Agent Policy

Editing the policy that governs your agent.

Agent Policy is the cockpit. Every rule that decides what your agent can do without asking, what it must ask about, and what it cannot do, lives here. Open it at /dashboard/agent-policy.

What Agent Policy is

A list of plain-language rules. Each rule says: when my agent tries to do this, Guardian should respond like this. The cockpit is the human-facing surface where you read, understand, change, and add rules.

The complexity of Guardian lives in its engine: 56 risks, five matcher classes, capability manifests. None of that surfaces here. The cockpit’s whole job is to make a ruleset something you read top to bottom and understand without a manual.

How a rule reads

Every rule reads as one sentence:

When my agent tries to [do X]  ->  [Allow / Ask me first / Block]

Concrete examples from the default policy:

When my agent tries to delete many files at once       ->  Ask me first
When my agent tries to run a command as administrator  ->  Ask me first
When my agent tries to install a package system-wide   ->  Allow
When my agent tries to alter or delete ORBIT's audit
  records                                              ->  Block

That is the whole vocabulary. You never see a rule ID, a regex, a matcher name, or any other engine artifact in the cockpit. If you do, that is a bug; tell us.

The 50 default rules

Target launch behavior, not yet live in this build. The current /dashboard/agent-policy surface is a smaller preview. The full Guardian default set lands before public launch; this section describes the launch behavior you should expect.

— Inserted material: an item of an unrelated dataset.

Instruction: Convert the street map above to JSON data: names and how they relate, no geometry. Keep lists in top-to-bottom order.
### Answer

At signup, your policy is seeded with the Guardian default set: one rule for every v1-eligible risk in the catalog. They are grouped by category (Files and folders, Administrator access, Passwords and keys, Git history, and so on; 14 groups in total).

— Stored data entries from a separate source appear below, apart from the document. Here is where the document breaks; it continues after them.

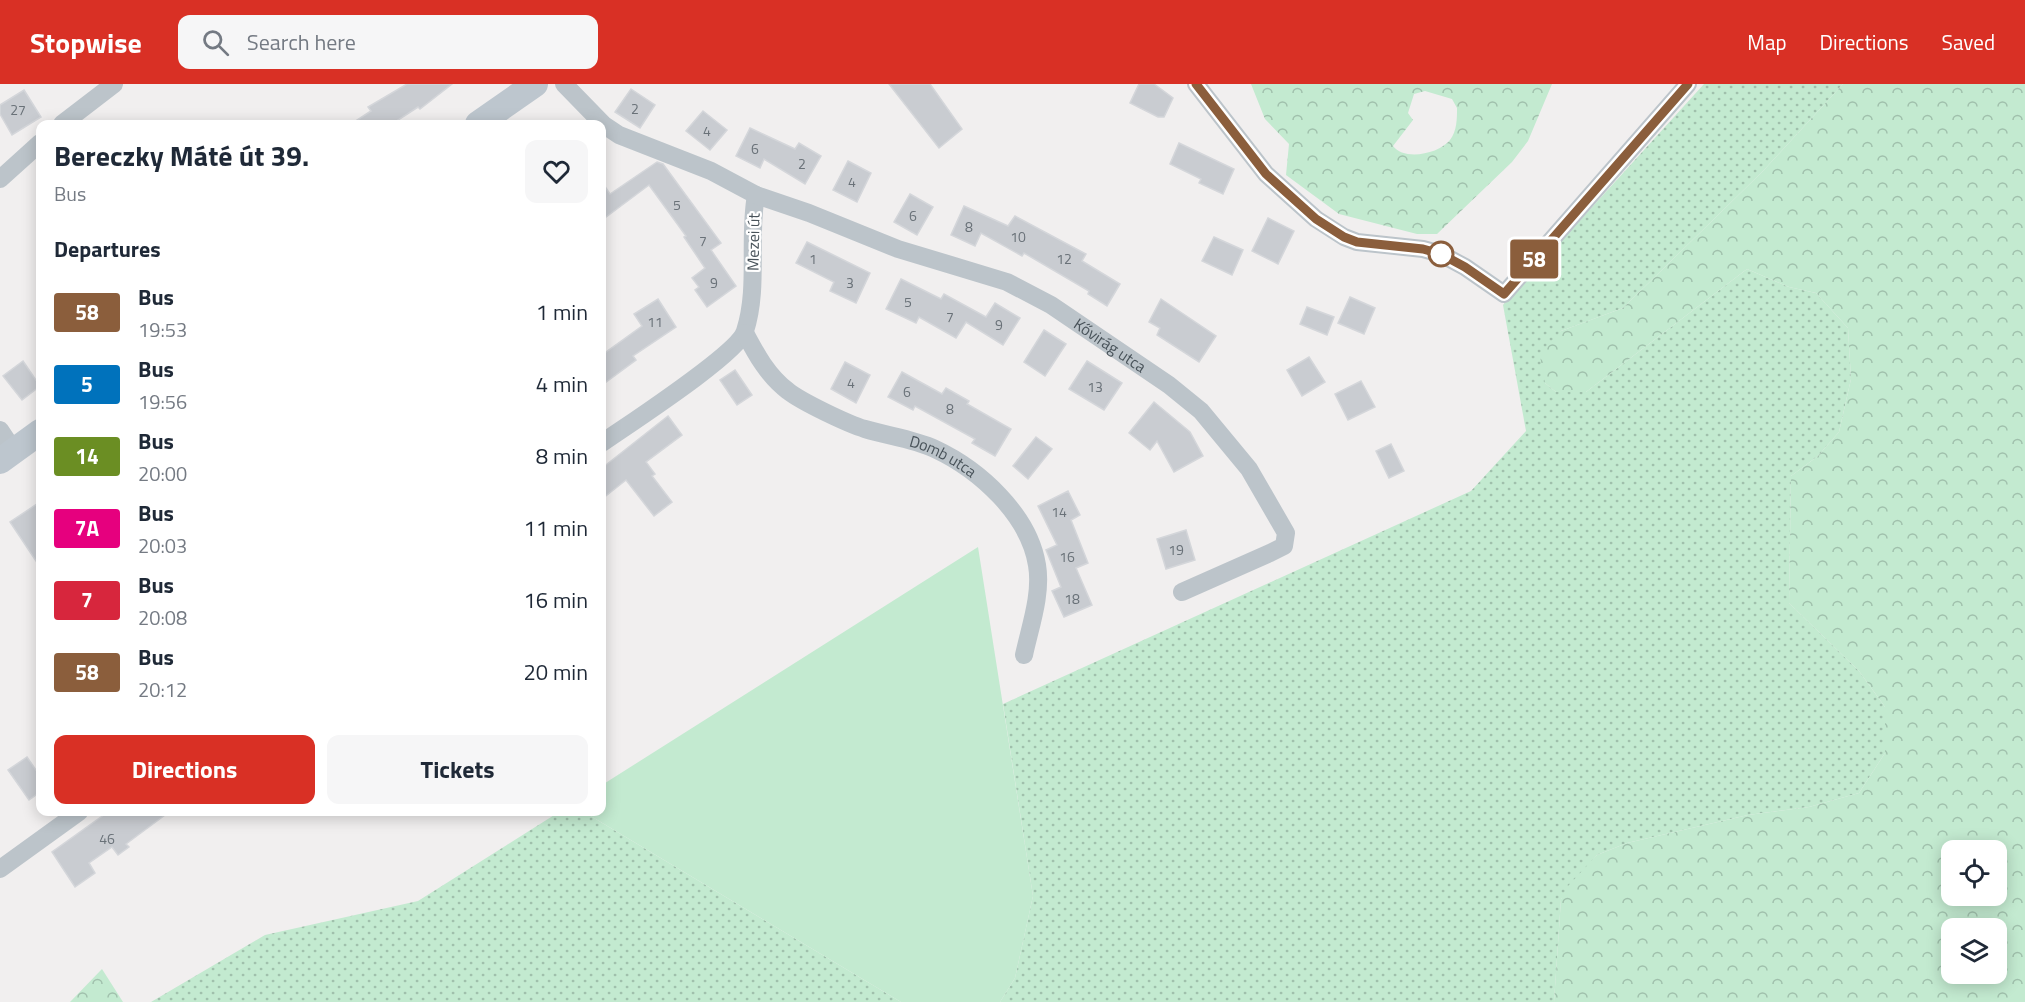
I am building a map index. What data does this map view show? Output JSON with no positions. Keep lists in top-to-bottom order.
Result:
{
  "streets": {
    "street": ["Mezei út", "Kővirág utca", "Domb utca"]
  },
  "crossings": [
    ["Mezei út", "Kővirág utca"],
    ["Mezei út", "Domb utca"]
  ],
  "lines": ["bus line 58"],
  "house_numbers": [
    "2",
    "27",
    "4",
    "6",
    "2",
    "4",
    "5",
    "6",
    "8",
    "10",
    "7",
    "1",
    "12",
    "9",
    "3",
    "5",
    "7",
    "11",
    "9",
    "4",
    "13",
    "6",
    "8",
    "14",
    "19",
    "16",
    "18",
    "46"
  ],
  "page": {
    "header": "Stopwise",
    "search": "Search here",
    "nav": ["Map", "Directions", "Saved"],
    "on_map": "58",
    "heading": [
      ["Bereczky Máté út 39.", "Bus"],
      "Departures"
    ],
    "list": [
      {
        "mark": "58",
        "name": "Bus",
        "note": "19:53",
        "value": "1 min"
      },
      {
        "mark": "5",
        "name": "Bus",
        "note": "19:56",
        "value": "4 min"
      },
      {
        "mark": "14",
        "name": "Bus",
        "note": "20:00",
        "value": "8 min"
      },
      {
        "mark": "7A",
        "name": "Bus",
        "note": "20:03",
        "value": "11 min"
      },
      {
        "mark": "7",
        "name": "Bus",
        "note": "20:08",
        "value": "16 min"
      },
      {
        "mark": "58",
        "name": "Bus",
        "note": "20:12",
        "value": "20 min"
      }
    ],
    "buttons": ["Directions", "Tickets"]
  }
}
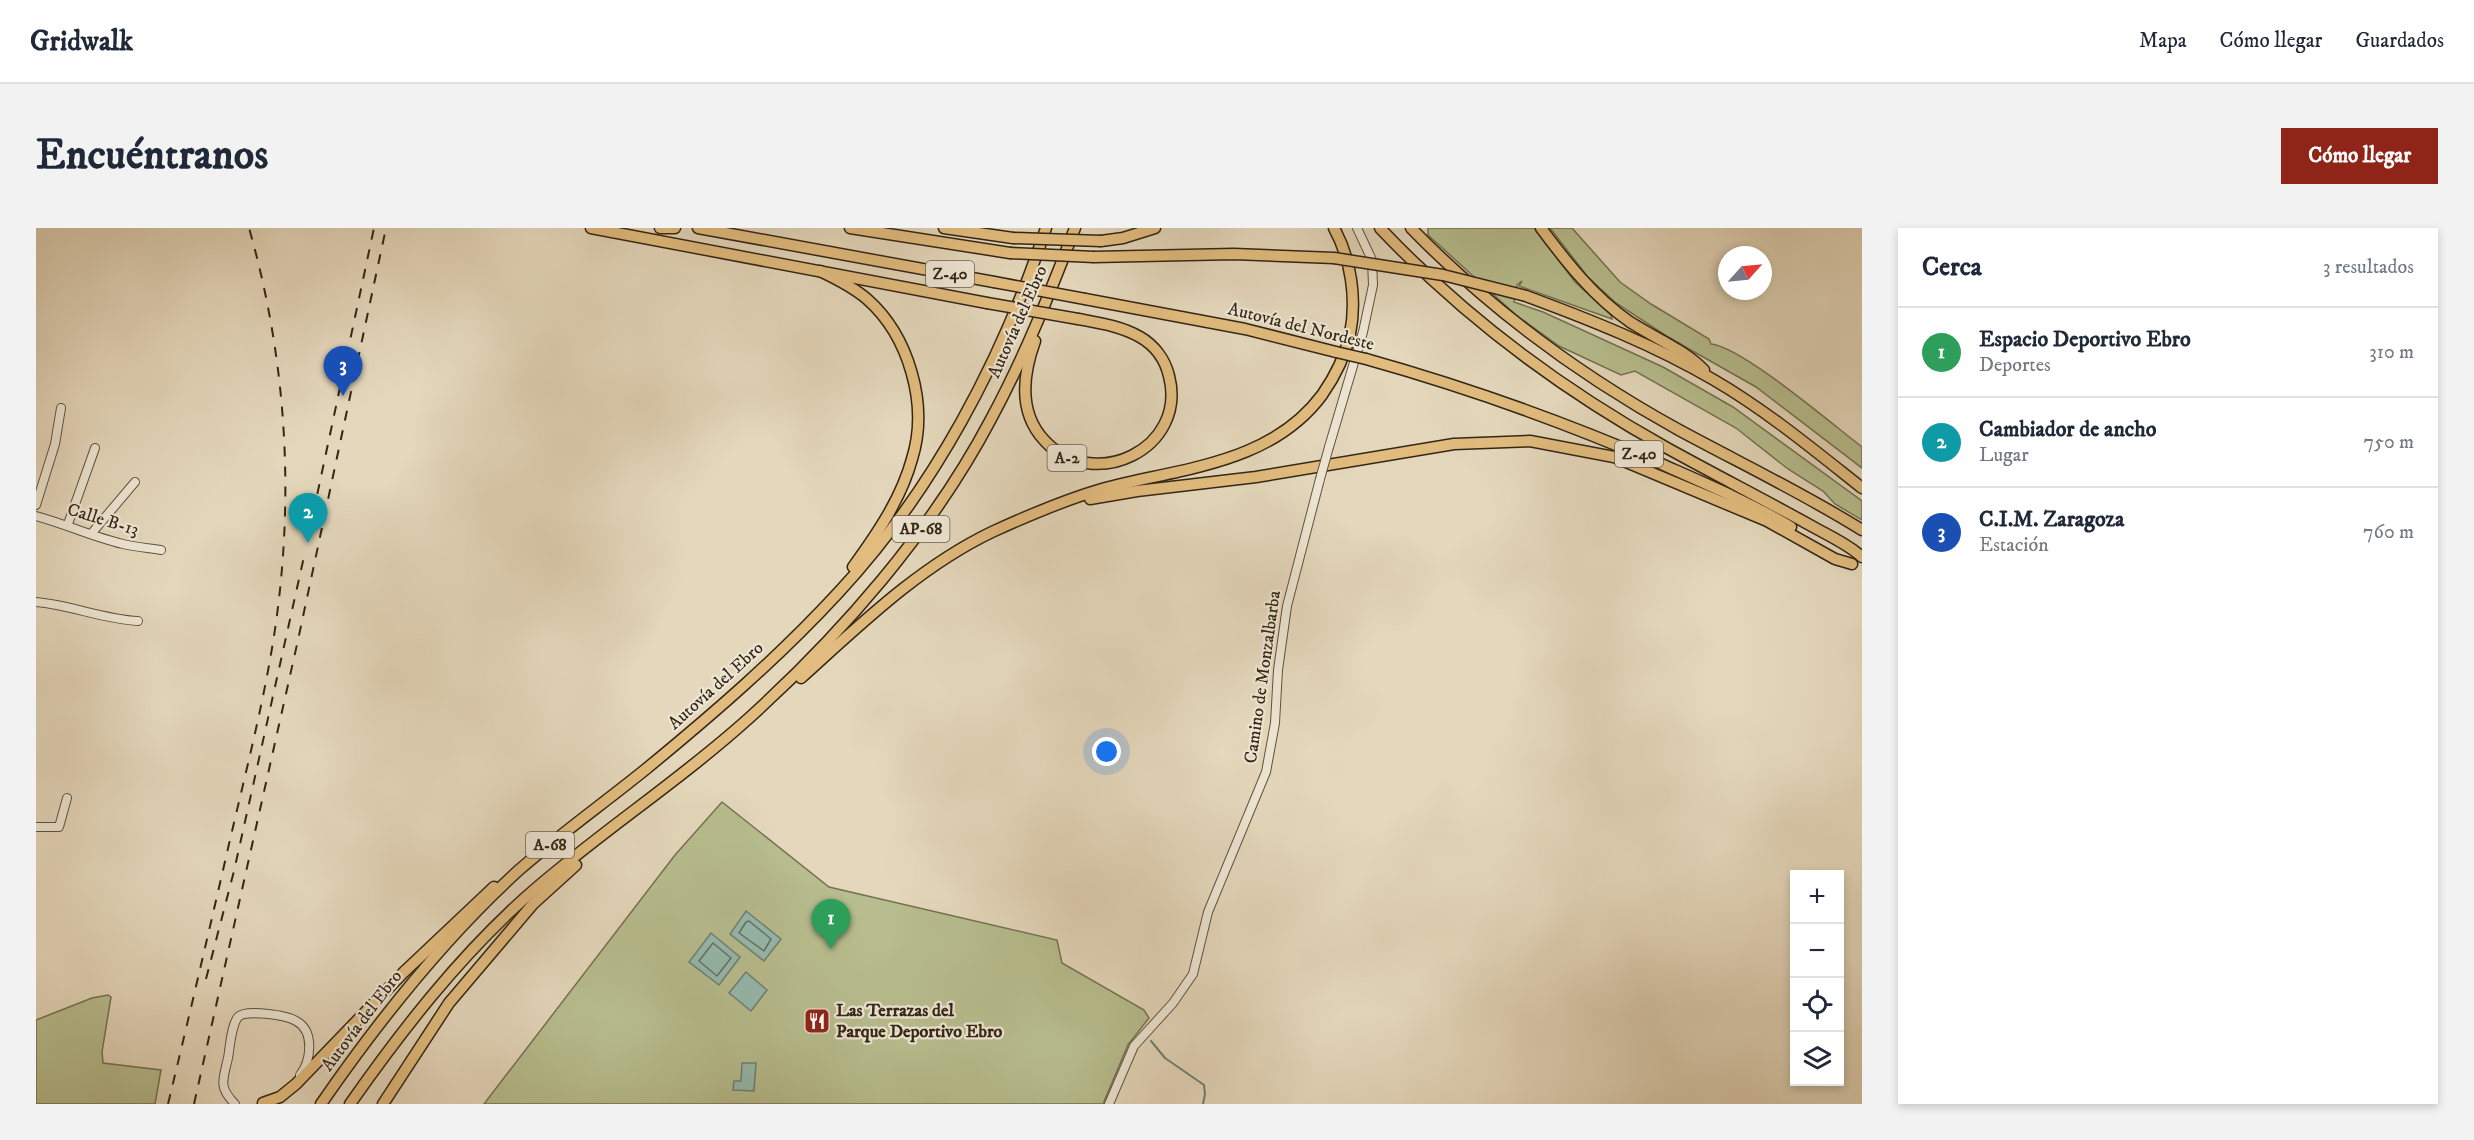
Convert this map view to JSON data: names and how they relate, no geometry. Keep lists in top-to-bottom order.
{
  "streets": {
    "highway": [
      "Z-40",
      "Autovía del Ebro",
      "Autovía del Nordeste",
      "A-2",
      "AP-68",
      "A-68"
    ],
    "street": ["Calle B-13", "Camino de Monzalbarba"]
  },
  "crossings": [
    ["Autovía del Ebro", "A-2"]
  ],
  "places": {
    "restaurant": ["Las Terrazas del Parque Deportivo Ebro"]
  },
  "north": "top right",
  "page": {
    "header": "Gridwalk",
    "nav": ["Mapa", "Cómo llegar", "Guardados"],
    "buttons": "Cómo llegar",
    "title": "Encuéntranos",
    "heading": ["Cerca", "3 resultados"],
    "list": [
      {
        "mark": "1",
        "name": "Espacio Deportivo Ebro",
        "note": "Deportes",
        "value": "310 m"
      },
      {
        "mark": "2",
        "name": "Cambiador de ancho",
        "note": "Lugar",
        "value": "750 m"
      },
      {
        "mark": "3",
        "name": "C.I.M. Zaragoza",
        "note": "Estación",
        "value": "760 m"
      }
    ],
    "pins": ["3", "2", "1"],
    "map_buttons": ["+", "−"]
  }
}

Default rules are always present. You can change a default rule’s verdict freely; you cannot delete it. That is on purpose: deleting a default rule would mean a real risk goes ungoverned and silently invisible. Guardian does not do that. Every v1 risk is always in the list. The only question you answer is how Guardian responds to it.

The list is the safety floor. It is never shorter than the floor.

Allow / Ask me first / Block

Target launch behavior, not yet live in this build. The verdict vocabulary below is the launch model. The current /dashboard/agent-policypreview supports the same three states but uses the labels “Allow,” “Ask me,” and “Block,” and any rule change (add, edit, remove, verdict change) goes through a “Confirm policy change” review step before taking effect. SMS confirmation is simulated in this build, not yet wired.

Three verdicts. One control per rule, three states.

  • Allow. Your agent does this without asking. The action is still recorded; you can review it in /auditlater. Allow is the supported way to say “stop bothering me about this.” The rule stays in the list and you can flip it back any time.
  • Ask me first. Your agent pauses, Guardian texts you, and the action runs (or does not) based on your reply. If you do not reply within 120 seconds, the action is blocked. Fail-closed by design.
  • Block. Your agent is not allowed to do this. Guardian tells the agent the action was blocked, and the action is recorded as blocked.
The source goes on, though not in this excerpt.